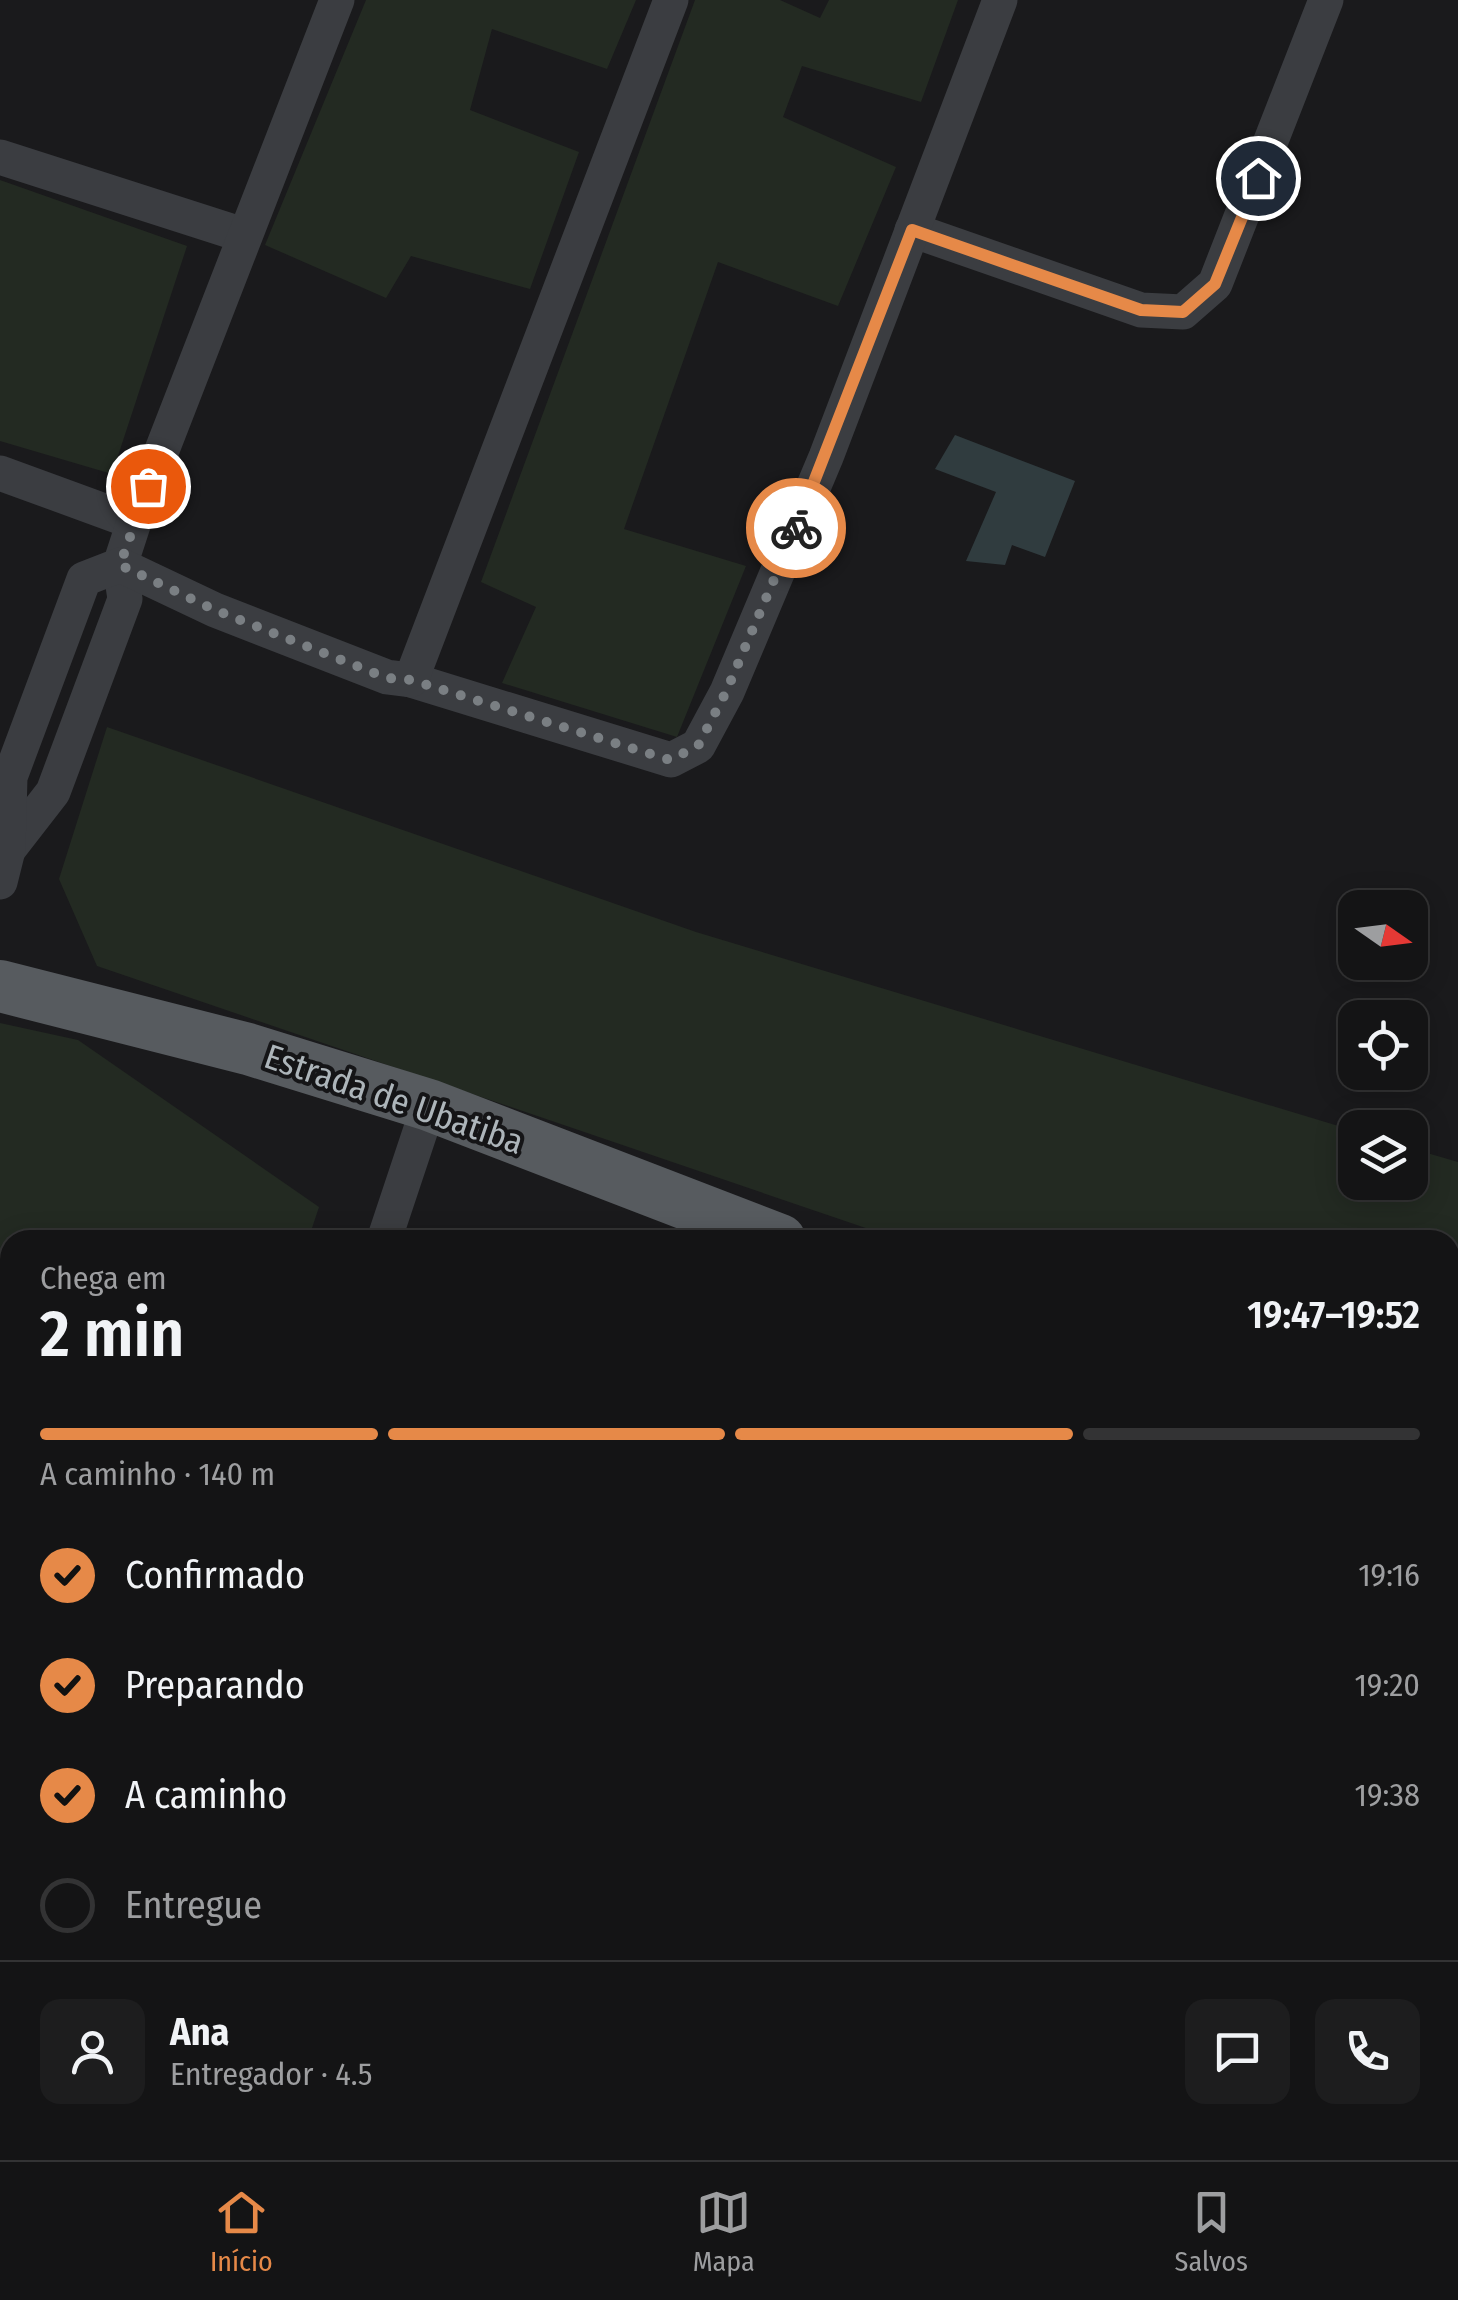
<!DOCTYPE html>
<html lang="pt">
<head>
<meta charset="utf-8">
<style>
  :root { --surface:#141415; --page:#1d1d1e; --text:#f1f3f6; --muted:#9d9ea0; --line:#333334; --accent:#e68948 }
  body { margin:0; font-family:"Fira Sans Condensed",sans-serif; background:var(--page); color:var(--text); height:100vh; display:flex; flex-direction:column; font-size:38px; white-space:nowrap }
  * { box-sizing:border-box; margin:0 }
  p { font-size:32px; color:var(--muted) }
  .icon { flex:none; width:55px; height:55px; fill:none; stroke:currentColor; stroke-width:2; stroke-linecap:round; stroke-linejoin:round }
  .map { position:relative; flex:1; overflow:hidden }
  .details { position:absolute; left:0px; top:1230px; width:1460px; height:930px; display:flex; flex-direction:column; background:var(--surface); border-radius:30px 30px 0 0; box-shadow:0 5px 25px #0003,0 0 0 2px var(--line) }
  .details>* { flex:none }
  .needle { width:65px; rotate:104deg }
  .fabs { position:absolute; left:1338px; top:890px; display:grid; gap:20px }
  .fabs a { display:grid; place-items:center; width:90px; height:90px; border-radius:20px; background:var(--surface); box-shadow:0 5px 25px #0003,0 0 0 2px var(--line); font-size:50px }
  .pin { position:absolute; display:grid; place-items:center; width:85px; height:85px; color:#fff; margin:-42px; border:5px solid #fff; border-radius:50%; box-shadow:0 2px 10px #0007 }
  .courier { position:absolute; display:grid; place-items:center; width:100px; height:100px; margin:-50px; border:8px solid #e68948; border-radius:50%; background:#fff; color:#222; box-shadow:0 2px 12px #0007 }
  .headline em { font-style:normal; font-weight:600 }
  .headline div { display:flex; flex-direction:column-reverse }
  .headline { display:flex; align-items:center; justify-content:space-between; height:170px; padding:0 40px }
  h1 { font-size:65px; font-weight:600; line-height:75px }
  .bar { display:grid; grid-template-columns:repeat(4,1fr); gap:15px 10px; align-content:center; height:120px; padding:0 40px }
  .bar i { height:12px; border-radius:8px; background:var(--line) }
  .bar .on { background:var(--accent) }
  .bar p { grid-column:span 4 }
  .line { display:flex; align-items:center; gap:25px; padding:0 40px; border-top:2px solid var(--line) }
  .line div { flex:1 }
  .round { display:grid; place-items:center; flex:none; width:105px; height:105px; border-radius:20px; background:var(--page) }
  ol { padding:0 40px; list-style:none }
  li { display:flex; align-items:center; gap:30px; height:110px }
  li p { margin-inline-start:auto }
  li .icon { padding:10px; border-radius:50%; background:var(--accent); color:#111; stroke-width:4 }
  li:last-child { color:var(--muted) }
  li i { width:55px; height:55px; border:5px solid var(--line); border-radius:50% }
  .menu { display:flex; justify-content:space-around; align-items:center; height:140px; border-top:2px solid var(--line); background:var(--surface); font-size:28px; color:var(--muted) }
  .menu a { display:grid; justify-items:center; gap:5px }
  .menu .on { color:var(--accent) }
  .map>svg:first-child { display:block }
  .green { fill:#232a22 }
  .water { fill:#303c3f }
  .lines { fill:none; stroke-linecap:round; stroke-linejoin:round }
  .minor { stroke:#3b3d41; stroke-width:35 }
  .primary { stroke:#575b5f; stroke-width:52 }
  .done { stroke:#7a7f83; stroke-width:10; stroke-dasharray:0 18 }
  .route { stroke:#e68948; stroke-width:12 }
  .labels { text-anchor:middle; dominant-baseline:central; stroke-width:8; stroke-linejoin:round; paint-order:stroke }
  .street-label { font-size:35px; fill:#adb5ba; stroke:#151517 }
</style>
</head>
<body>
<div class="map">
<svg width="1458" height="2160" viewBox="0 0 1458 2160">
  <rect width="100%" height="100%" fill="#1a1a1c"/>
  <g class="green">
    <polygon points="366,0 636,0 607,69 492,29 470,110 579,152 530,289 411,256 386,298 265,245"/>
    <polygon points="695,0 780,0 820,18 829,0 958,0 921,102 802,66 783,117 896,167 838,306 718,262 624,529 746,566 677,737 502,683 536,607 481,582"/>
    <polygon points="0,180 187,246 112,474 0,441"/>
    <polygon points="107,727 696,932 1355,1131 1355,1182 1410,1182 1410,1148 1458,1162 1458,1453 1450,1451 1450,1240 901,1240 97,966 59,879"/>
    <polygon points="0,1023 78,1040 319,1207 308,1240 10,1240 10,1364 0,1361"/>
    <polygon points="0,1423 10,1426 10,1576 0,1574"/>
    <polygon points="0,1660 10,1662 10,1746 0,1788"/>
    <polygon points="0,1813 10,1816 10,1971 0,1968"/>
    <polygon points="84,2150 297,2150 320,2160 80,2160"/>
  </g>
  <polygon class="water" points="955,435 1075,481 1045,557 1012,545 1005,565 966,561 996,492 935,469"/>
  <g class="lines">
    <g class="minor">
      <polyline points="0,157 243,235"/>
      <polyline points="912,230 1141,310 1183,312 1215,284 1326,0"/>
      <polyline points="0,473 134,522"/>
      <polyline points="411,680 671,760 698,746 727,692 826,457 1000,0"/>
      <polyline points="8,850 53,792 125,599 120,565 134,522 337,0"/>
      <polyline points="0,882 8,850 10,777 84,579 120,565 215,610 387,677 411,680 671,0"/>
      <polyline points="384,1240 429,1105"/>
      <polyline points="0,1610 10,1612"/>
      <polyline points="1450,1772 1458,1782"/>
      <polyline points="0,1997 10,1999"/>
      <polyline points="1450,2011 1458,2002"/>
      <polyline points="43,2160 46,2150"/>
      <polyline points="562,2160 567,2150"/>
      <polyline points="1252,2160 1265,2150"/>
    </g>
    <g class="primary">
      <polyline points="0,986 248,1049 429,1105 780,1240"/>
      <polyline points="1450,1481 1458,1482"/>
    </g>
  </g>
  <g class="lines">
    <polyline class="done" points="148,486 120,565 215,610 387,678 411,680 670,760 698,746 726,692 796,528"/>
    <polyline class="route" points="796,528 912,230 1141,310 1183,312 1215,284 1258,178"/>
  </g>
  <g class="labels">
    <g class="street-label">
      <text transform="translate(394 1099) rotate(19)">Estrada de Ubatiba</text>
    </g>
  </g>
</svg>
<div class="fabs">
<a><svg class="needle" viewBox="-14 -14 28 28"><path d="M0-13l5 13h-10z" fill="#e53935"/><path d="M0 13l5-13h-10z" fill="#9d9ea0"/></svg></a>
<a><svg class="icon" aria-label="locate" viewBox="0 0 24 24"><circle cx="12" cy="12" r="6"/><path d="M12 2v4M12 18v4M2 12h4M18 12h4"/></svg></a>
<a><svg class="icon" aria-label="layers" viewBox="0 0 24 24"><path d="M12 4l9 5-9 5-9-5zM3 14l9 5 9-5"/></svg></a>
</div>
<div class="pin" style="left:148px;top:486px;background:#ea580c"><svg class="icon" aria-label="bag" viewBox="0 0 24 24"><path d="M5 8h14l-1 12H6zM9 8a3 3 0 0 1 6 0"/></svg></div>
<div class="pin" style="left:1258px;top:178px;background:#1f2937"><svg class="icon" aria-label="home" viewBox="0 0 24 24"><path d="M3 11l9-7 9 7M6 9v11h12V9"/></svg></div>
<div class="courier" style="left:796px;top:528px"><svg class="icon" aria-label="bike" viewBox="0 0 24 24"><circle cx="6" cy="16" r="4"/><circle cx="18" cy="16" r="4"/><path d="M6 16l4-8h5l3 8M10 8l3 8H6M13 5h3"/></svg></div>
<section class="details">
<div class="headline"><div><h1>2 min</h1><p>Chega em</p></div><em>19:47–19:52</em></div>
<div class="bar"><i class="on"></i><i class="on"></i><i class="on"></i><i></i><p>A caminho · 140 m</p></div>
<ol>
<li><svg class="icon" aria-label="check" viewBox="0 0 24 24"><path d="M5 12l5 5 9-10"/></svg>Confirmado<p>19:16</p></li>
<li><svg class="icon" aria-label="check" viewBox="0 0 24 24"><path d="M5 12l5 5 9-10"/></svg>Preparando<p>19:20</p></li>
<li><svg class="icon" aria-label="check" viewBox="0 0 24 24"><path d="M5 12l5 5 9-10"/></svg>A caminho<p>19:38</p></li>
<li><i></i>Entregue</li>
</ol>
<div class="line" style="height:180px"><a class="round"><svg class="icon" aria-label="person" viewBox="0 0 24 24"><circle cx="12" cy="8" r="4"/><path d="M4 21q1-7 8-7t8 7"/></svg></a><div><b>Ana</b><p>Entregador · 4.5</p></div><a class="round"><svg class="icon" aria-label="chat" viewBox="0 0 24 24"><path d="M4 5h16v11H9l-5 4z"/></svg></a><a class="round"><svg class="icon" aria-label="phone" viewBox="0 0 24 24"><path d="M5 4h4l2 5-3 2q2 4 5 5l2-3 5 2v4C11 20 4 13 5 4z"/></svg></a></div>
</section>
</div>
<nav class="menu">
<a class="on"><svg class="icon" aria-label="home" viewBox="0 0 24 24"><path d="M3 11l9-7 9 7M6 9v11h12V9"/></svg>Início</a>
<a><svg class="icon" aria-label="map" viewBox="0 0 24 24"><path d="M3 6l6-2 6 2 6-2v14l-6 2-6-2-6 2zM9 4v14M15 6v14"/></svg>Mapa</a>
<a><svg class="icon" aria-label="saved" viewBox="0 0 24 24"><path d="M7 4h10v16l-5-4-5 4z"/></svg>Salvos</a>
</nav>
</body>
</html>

+ + + + + + +

WHAT IS EXPECTED: Return only the lines running from the start of the entries above to the line that contains "display:grid; place-items:center; width:100px;", inclusive, and omit every picture.

SOLUTION:
<!DOCTYPE html>
<html lang="pt">
<head>
<meta charset="utf-8">
<style>
  :root { --surface:#141415; --page:#1d1d1e; --text:#f1f3f6; --muted:#9d9ea0; --line:#333334; --accent:#e68948 }
  body { margin:0; font-family:"Fira Sans Condensed",sans-serif; background:var(--page); color:var(--text); height:100vh; display:flex; flex-direction:column; font-size:38px; white-space:nowrap }
  * { box-sizing:border-box; margin:0 }
  p { font-size:32px; color:var(--muted) }
  .icon { flex:none; width:55px; height:55px; fill:none; stroke:currentColor; stroke-width:2; stroke-linecap:round; stroke-linejoin:round }
  .map { position:relative; flex:1; overflow:hidden }
  .details { position:absolute; left:0px; top:1230px; width:1460px; height:930px; display:flex; flex-direction:column; background:var(--surface); border-radius:30px 30px 0 0; box-shadow:0 5px 25px #0003,0 0 0 2px var(--line) }
  .details>* { flex:none }
  .needle { width:65px; rotate:104deg }
  .fabs { position:absolute; left:1338px; top:890px; display:grid; gap:20px }
  .fabs a { display:grid; place-items:center; width:90px; height:90px; border-radius:20px; background:var(--surface); box-shadow:0 5px 25px #0003,0 0 0 2px var(--line); font-size:50px }
  .pin { position:absolute; display:grid; place-items:center; width:85px; height:85px; color:#fff; margin:-42px; border:5px solid #fff; border-radius:50%; box-shadow:0 2px 10px #0007 }
  .courier { position:absolute; display:grid; place-items:center; width:100px; height:100px; margin:-50px; border:8px solid #e68948; border-radius:50%; background:#fff; color:#222; box-shadow:0 2px 12px #0007 }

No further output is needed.